昔と変わらぬ古い建物に、草の生えた駐車場。外灯の光も心もとない。
写真に写っていた部屋番号を頼りに階段を上がると、
その部屋の前で、異様なことが起きた。
ドアが、少しだけ開いていた。
古い空き家で、鍵が開いているはずがない。
それでも、直人は吸い寄せられるように、その隙間に手をかけた。
「……やめた方がええって、これ」
翔太の声も、どこか遠くに感じる。
ドアを開けた瞬間、二人の目に飛び込んできたのは――
あの白い廊下だった。
古びた団地の部屋のはずが、なぜか中は異様に長い廊下になっていた。
白いカーペット、白い壁、等間隔の蛍光灯。そして、妙な静けさ。
二人が中に足を踏み入れた瞬間、ドアが音もなく閉まった。
「……おい、今の何の音もせんかったぞ」
振り返っても、そこに扉はなく、ただ廊下が続いているだけだった。
まるで、ここが“元から世界の一部”であったかのように。
【4. 時間の抜け道】
何分、何時間歩いたのか分からない。時計は止まり、スマホも圏外。
直人は不意に、白い壁の中に、小さな窓のような穴を見つけた。
その中を覗くと――見えたのは、幼い自分自身だった。
一人でこの廊下を歩いている。
助けを求めるでもなく、泣くでもなく、ただ前を見て黙々と歩いている。
翔太もまた、別の場所で、自分の幼少期の姿を見ていた。
ふたりとも、その時理解した。
「これは“思い出”じゃない。今ここで、起きていることだ」
自分たちは、昔ここに来た。
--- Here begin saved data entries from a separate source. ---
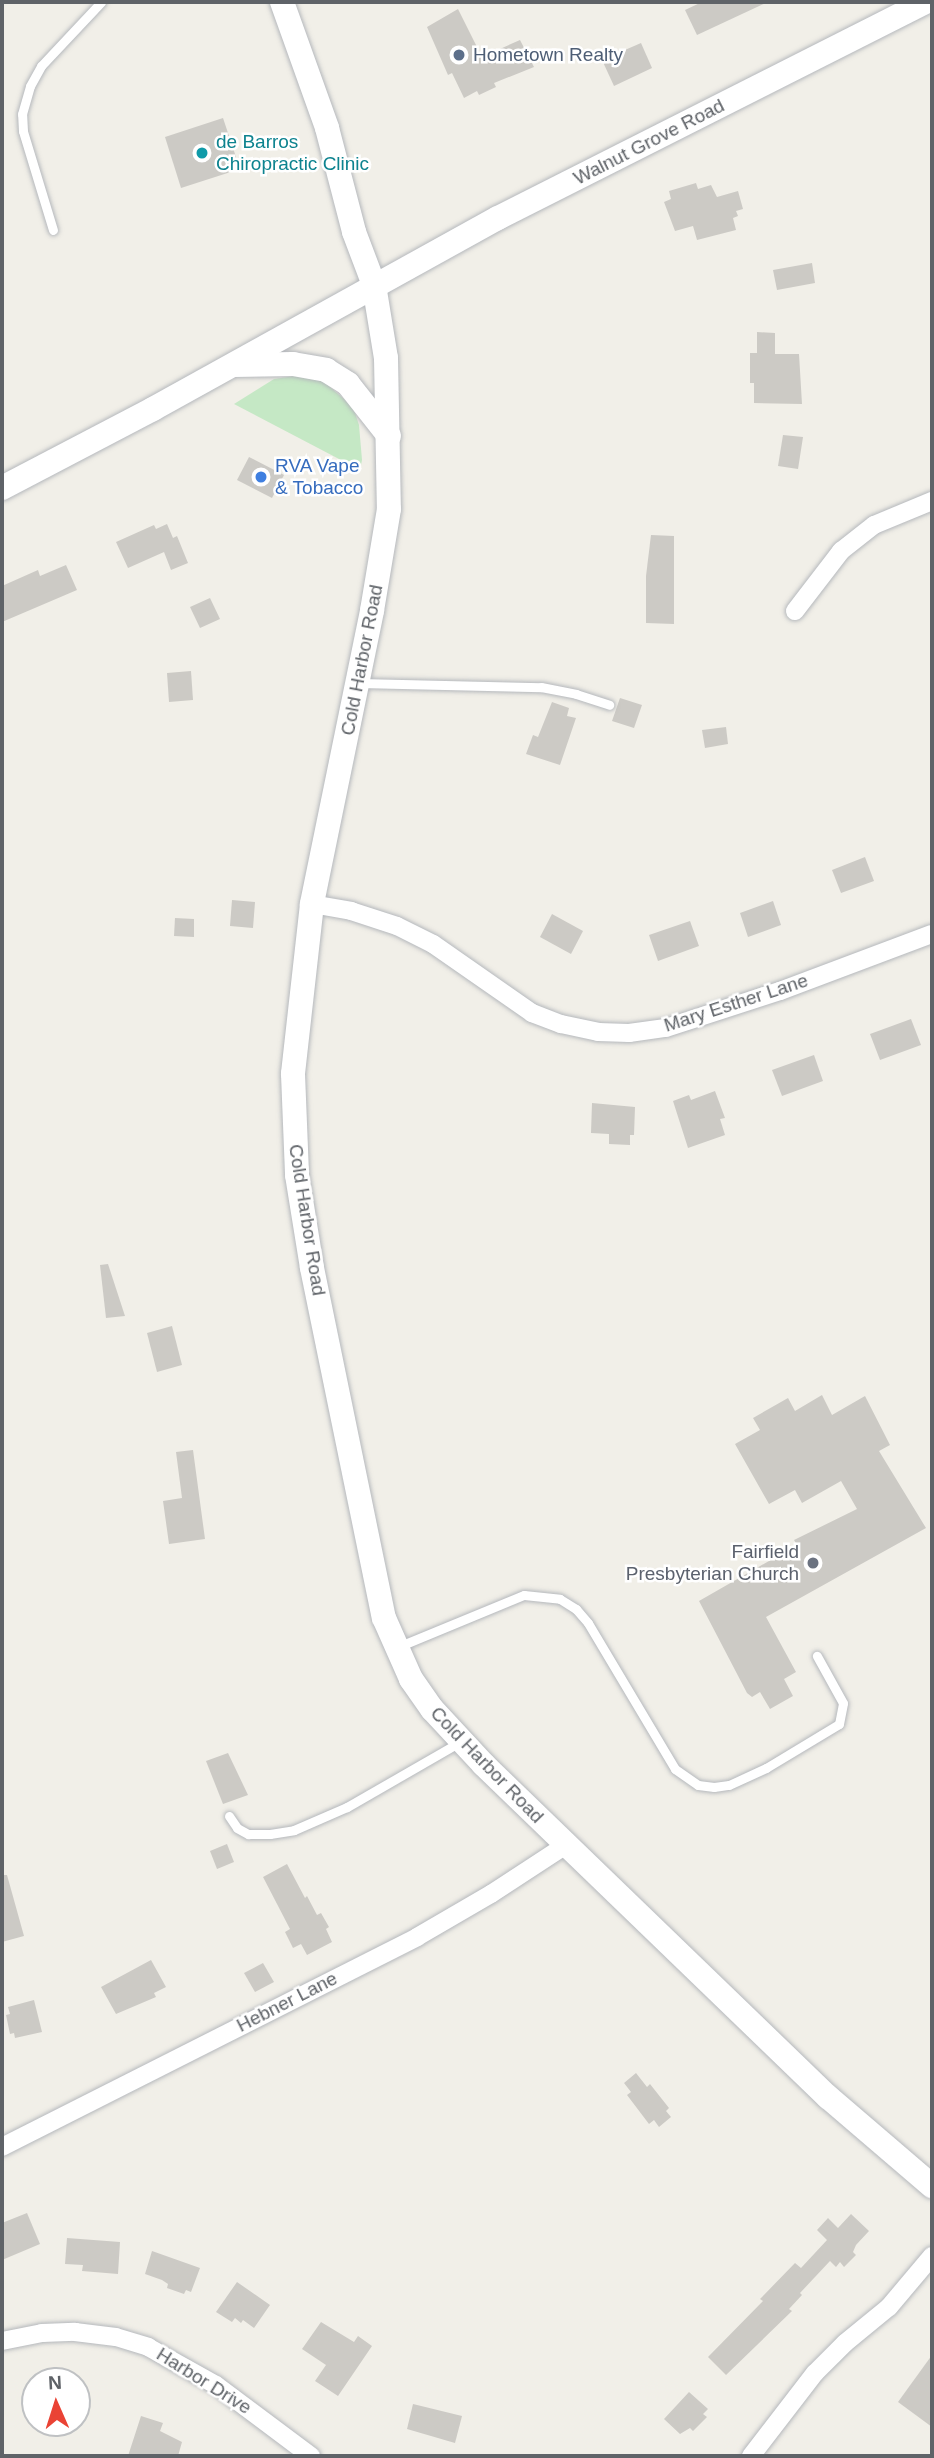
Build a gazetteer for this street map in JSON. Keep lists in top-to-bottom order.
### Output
{
  "streets": {
    "main road": ["Walnut Grove Road", "Cold Harbor Road"],
    "street": ["Mary Esther Lane", "Hebner Lane", "Harbor Drive"]
  },
  "crossings": [
    ["Walnut Grove Road", "Cold Harbor Road"],
    ["Cold Harbor Road", "Mary Esther Lane"],
    ["Cold Harbor Road", "Hebner Lane"]
  ],
  "places": [
    "Hometown Realty",
    "de Barros Chiropractic Clinic",
    "RVA Vape & Tobacco",
    "Fairfield Presbyterian Church"
  ],
  "north": "top"
}
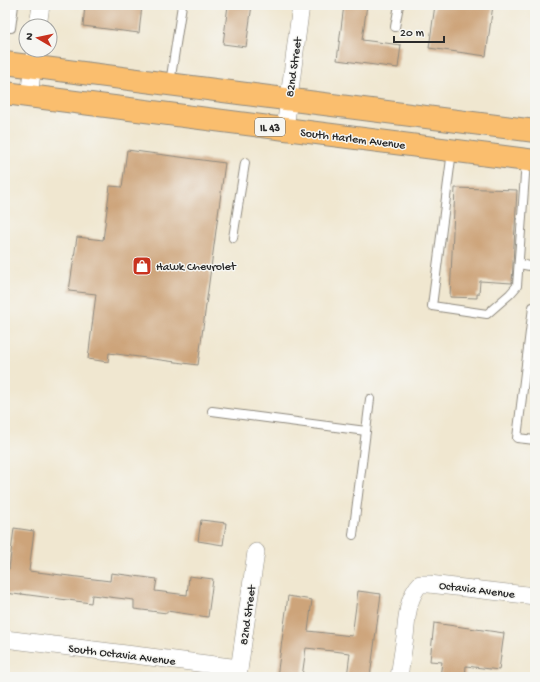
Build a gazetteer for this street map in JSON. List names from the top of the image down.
{
  "streets": {
    "main road": ["IL 43", "South Harlem Avenue"],
    "street": ["82nd Street", "Octavia Avenue", "South Octavia Avenue"]
  },
  "crossings": [
    ["82nd Street", "South Harlem Avenue"],
    ["82nd Street", "South Octavia Avenue"]
  ],
  "places": {
    "shop": ["Hawk Chevrolet"]
  },
  "scale_bar": "20 m",
  "north": "left"
}
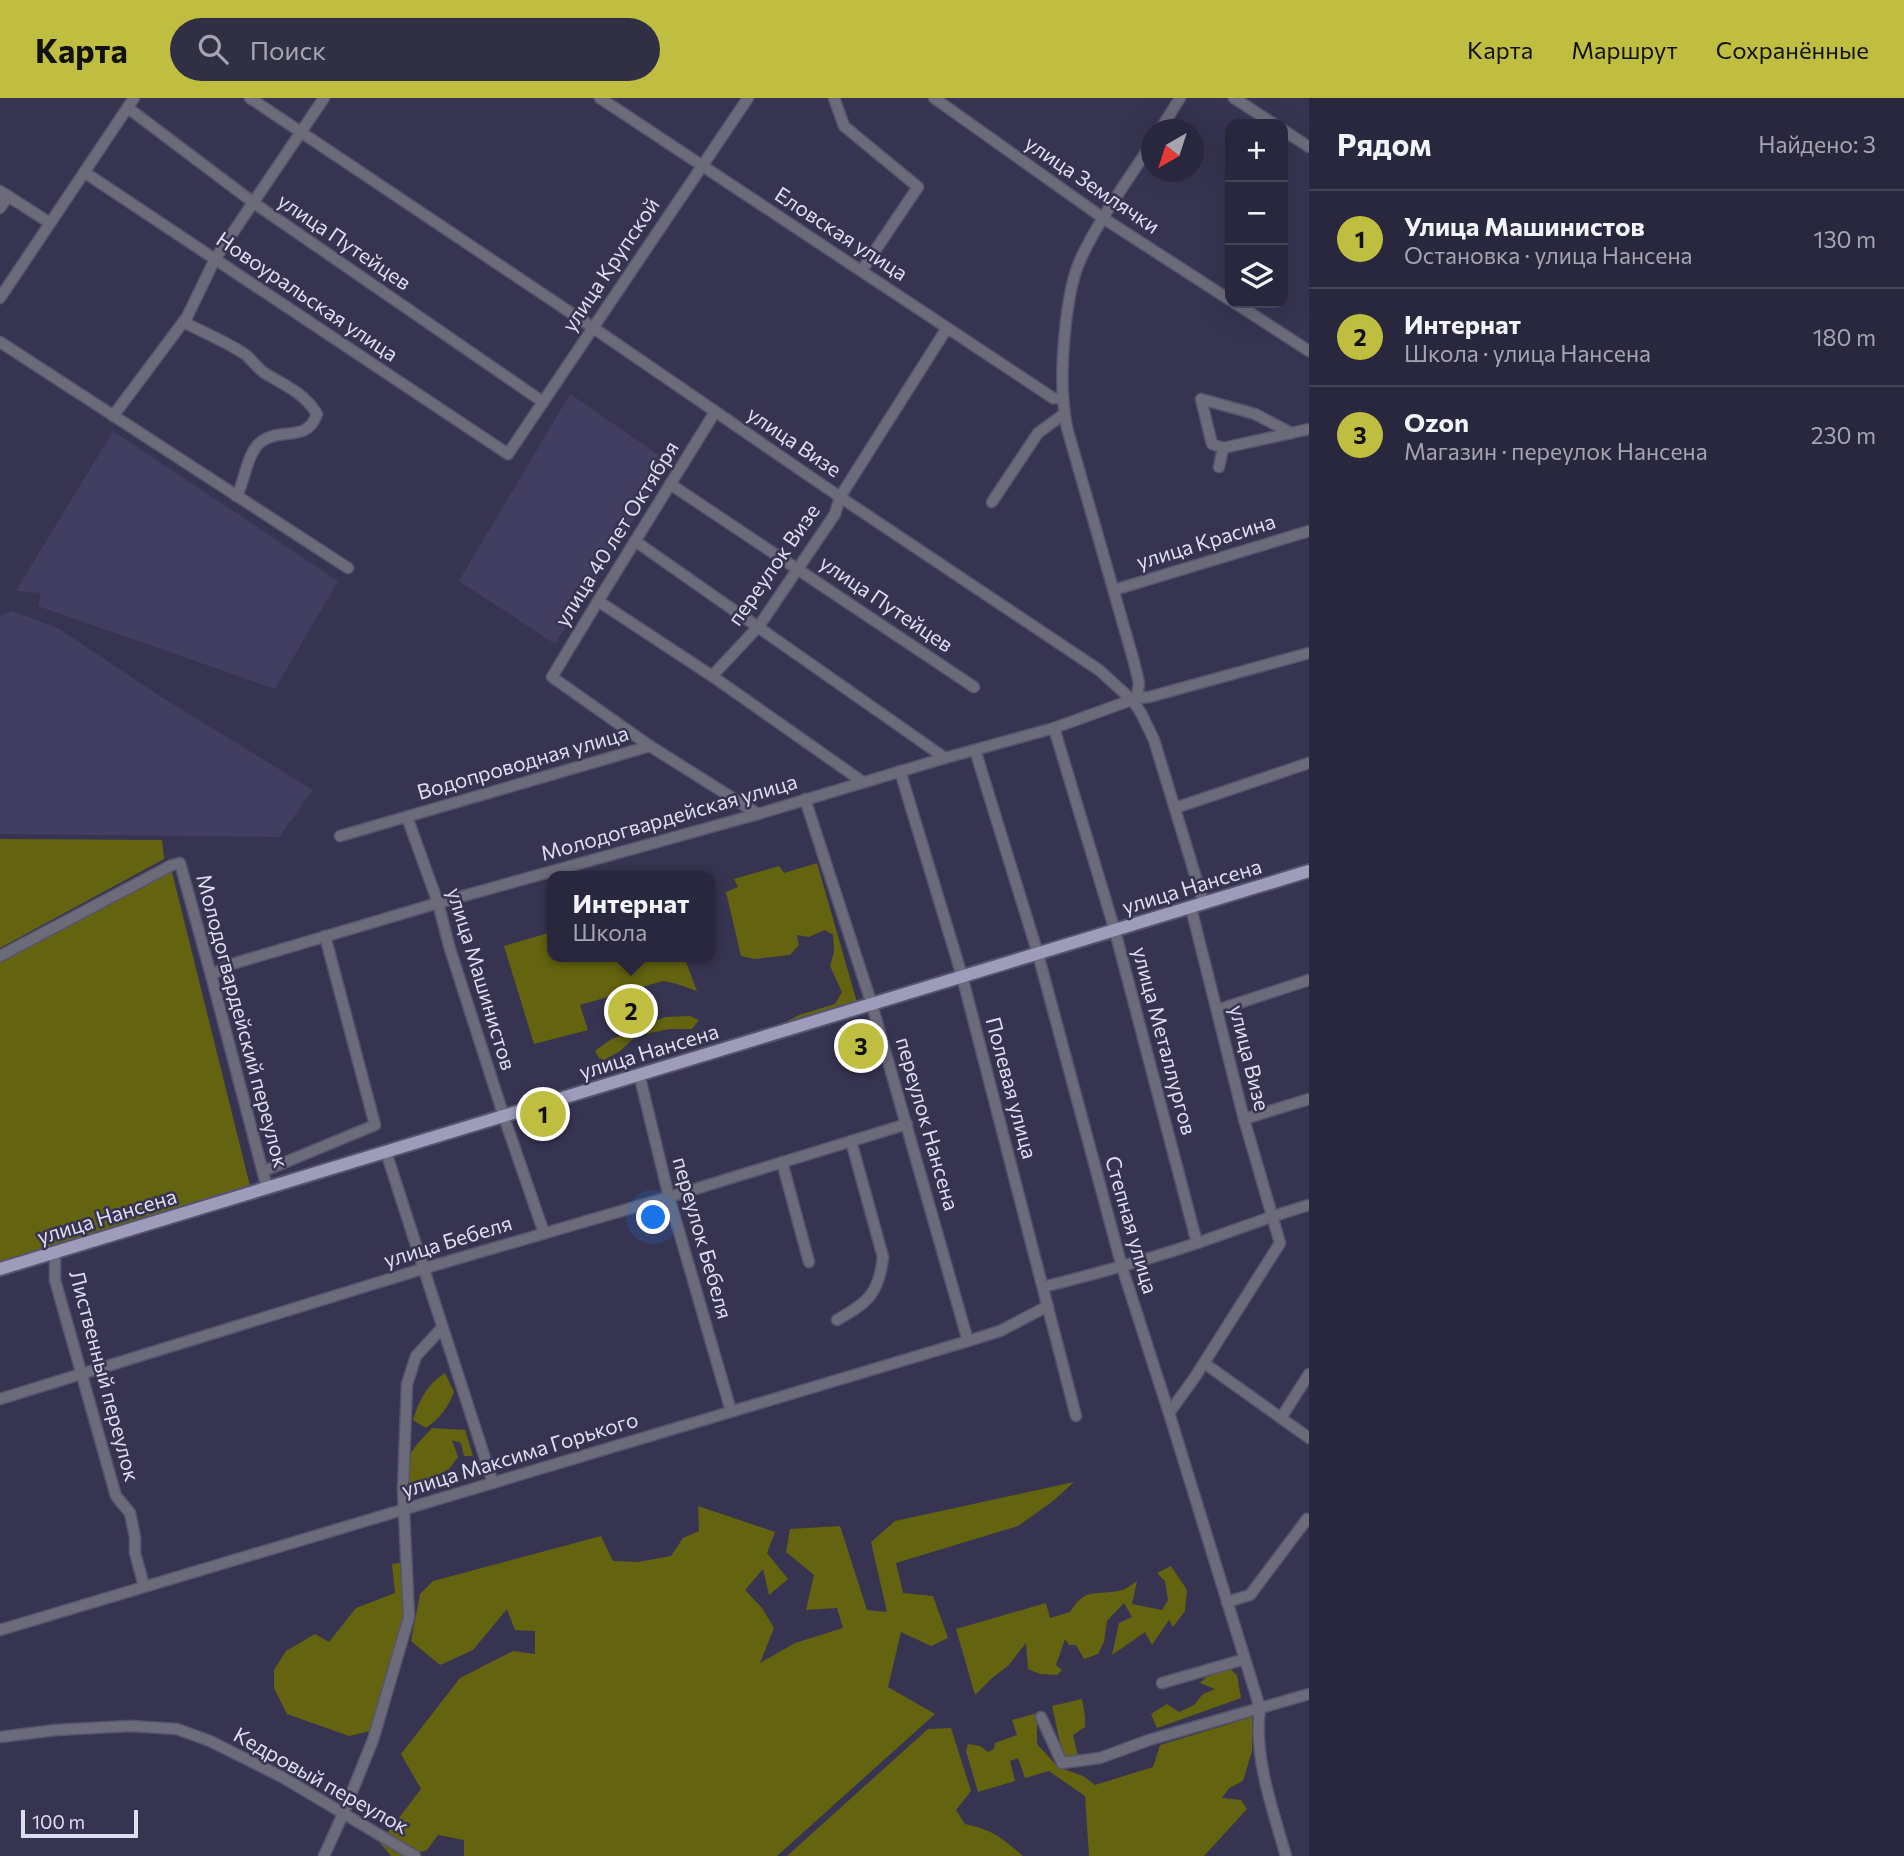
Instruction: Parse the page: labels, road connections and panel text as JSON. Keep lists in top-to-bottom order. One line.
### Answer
{"streets":{"main road":["улица Нансена"],"street":["улица Землячки","Еловская улица","улица Путейцев","улица Крупской","Новоуральская улица","улица Визе","улица 40 лет Октября","улица Красина","переулок Визе","Водопроводная улица","Молодогвардейская улица","улица Машинистов","Молодогвардейский переулок","улица Металлургов","Полевая улица","переулок Нансена","Степная улица","переулок Бебеля","улица Бебеля","Лиственный переулок","улица Максима Горького","Кедровый переулок"]},"crossings":[["Еловская улица","улица Крупской"],["Еловская улица","переулок Визе"],["улица Путейцев","улица Крупской"],["улица Путейцев","улица 40 лет Октября"],["улица Путейцев","переулок Визе"],["улица Крупской","Новоуральская улица"],["улица Крупской","улица Визе"],["улица Визе","улица 40 лет Октября"],["улица Визе","переулок Визе"],["улица Визе","Молодогвардейская улица"],["улица Визе","улица Нансена"],["улица Визе","Степная улица"],["улица 40 лет Октября","Водопроводная улица"],["Водопроводная улица","улица Машинистов"],["Молодогвардейская улица","улица Машинистов"],["Молодогвардейская улица","Молодогвардейский переулок"],["Молодогвардейская улица","улица Металлургов"],["Молодогвардейская улица","Полевая улица"],["Молодогвардейская улица","переулок Нансена"],["Молодогвардейская улица","Степная улица"],["улица Нансена","улица Машинистов"],["улица Нансена","Молодогвардейский переулок"],["улица Нансена","улица Металлургов"],["улица Нансена","Полевая улица"],["улица Нансена","переулок Нансена"],["улица Нансена","Степная улица"],["улица Нансена","переулок Бебеля"],["улица Нансена","Лиственный переулок"],["улица Машинистов","улица Бебеля"],["Полевая улица","улица Максима Горького"],["переулок Нансена","улица Бебеля"],["переулок Нансена","улица Максима Горького"],["переулок Бебеля","улица Бебеля"],["переулок Бебеля","улица Максима Горького"],["улица Бебеля","Лиственный переулок"],["Лиственный переулок","улица Максима Горького"]],"scale_bar":"100 m","north":"bottom left","page":{"header":"Карта","search":"Поиск","nav":["Карта","Маршрут","Сохранённые"],"heading":["Рядом","Найдено: 3"],"map_buttons":["+","−"],"list":[{"mark":"1","name":"Улица Машинистов","note":"Остановка · улица Нансена","value":"130 m"},{"mark":"2","name":"Интернат","note":"Школа · улица Нансена","value":"180 m"},{"mark":"3","name":"Ozon","note":"Магазин · переулок Нансена","value":"230 m"}],"popup":["Интернат","Школа"],"pins":["2","3","1"],"scale":"100 m"}}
そして、まだここから出られていなかったのだ。
出られたと思っていたのは、“外の世界に戻った記憶”を与えられただけ。
本当の肉体や意識は、この「境界の空間」にずっと囚われたままだったのだ。
直人は急に息苦しくなり、しゃがみ込んだ。
天井の蛍光灯が、ひとつ、またひとつと消えていく。
それに呼応するように、白い空間が歪み、影が壁を這い始めた。
その時、翔太が叫んだ。
「走れ!!走れ直人!!このままじゃまた閉じ込められる!!」
【5. 終わらない帰路】
二人は無我夢中で走った。
どこに出口があるかも分からない。ただ、どこまでも、ただただ白い廊下を。
やがて――急に視界が暗転し、二人はアスファルトの上に倒れていた。
気づけば朝になっており、団地の外だった。
身体は泥だらけで、手には血が滲んでいた。
団地の部屋を確認しても、鍵はかかっており、内装も普通の畳の部屋だった。
「……夢じゃ、ないよな?」
直人は頷く。
「あそこに、まだ俺たちの子どもの頃の“何か”が残ってる。
あれが俺たちだったのか、今の俺たちなのかも分からん。
でも、もう……行っちゃダメだ」
【6. 今も続く“中間の場所”】
それから数ヶ月。直人は都会に戻り、日常へと戻っていった。
だが、ある晩――再びあの白い空間の夢を見た。
夢の中で、誰かの足音が背後に近づいてくる。
振り返ると、そこにはもう一人の“自分”がいた。
幼い頃の直人。ではない。
今の自分と瓜二つの何か。
そいつはこう言った。
「まだ、終わってない。まだ、お前は“途中”だ。」
そして、にやりと笑った。
リミナルスペースは、空間の境界であり、記憶の境界でもある。
そこで一度迷い込んだ者は、すべてが終わったと思っても、本当には帰ってこれていないのかもしれない。
今あなたが立っているその場所――
もし、どこか懐かしくて、少し寒気がしたら。
すでに境界の中にいるのかもしれない。